Methods We performed a population-based, longitudinal study of 6138 women in Nova Scotia who had previously undergone cesarean section and had delivered a singleton live infant in the period from 1986 through 1992.
Results A total of 3249 women elected a trial of labor, and 2889 women chose to undergo a second cesarean section. There were no maternal deaths. The overall rate of maternal morbidity was 8.1 percent; 1.3 percent had major complications (a need for hysterectomy, uterine rupture, or operative injury) and 6.9 percent had minor complications (puerperal fever, a need for blood transfusion, or abdominal-wound infection).

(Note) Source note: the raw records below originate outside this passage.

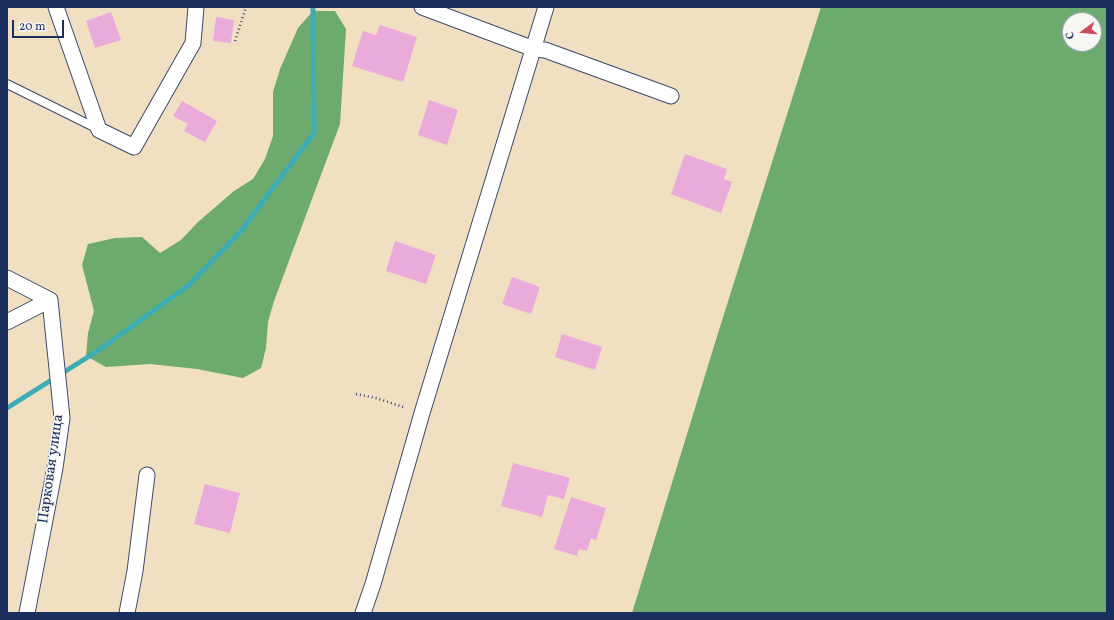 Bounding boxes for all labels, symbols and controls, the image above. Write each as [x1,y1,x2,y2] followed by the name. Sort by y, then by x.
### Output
[14,12,66,38] scale bar
[1062,12,1102,52] north arrow
[19,19,46,35] text: 20 m
[1063,30,1079,41] text: С
[35,413,69,525] street label: Парковая улица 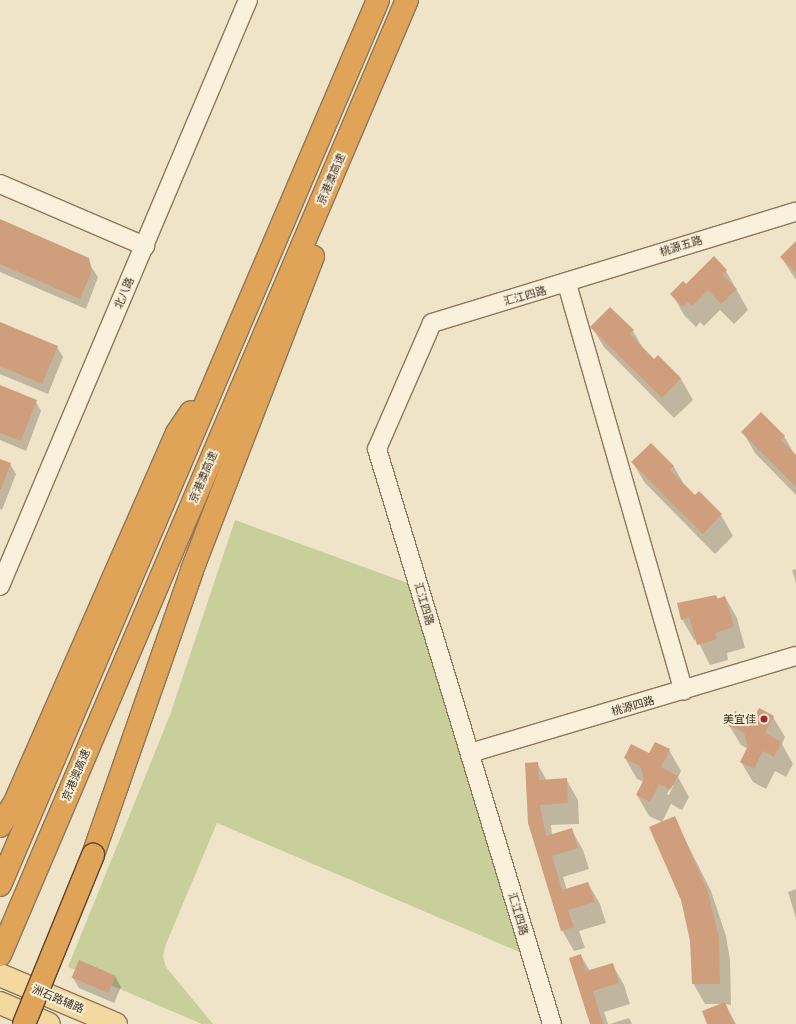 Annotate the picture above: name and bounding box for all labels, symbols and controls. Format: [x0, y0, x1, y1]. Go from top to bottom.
street label: 京港澳高速 [314, 151, 348, 207]
street label: 桃源五路 [658, 233, 704, 259]
street label: 北八路 [111, 275, 137, 311]
street label: 汇江四路 [502, 284, 548, 308]
street label: 京港澳高速 [186, 449, 220, 505]
street label: 汇江四路 [411, 581, 437, 627]
street label: 桃源四路 [610, 694, 656, 718]
place label: 美宜佳 [723, 712, 756, 726]
marker: 美宜佳 [759, 714, 769, 724]
street label: 京港澳高速 [59, 747, 93, 803]
street label: 汇江四路 [505, 891, 531, 937]
street label: 洲石路辅路 [30, 982, 86, 1016]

Although the overall rate of maternal complications did not differ significantly between the women who chose a trial of labor and the women who elected cesarean section (odds ratio for the trial-of-labor group, 0.9; 95 percent confidence interval, 0.8 to 1.1), major complications were nearly twice as likely among women undergoing a trial of labor (odds ratio, 1.8; 95 percent confidence interval, 1.1 to 3.0). Apgar scores, admission to the neonatal intensive care unit, and perinatal mortality were similar among the infants whose mothers had a trial of labor and those whose mothers underwent elective cesarean section.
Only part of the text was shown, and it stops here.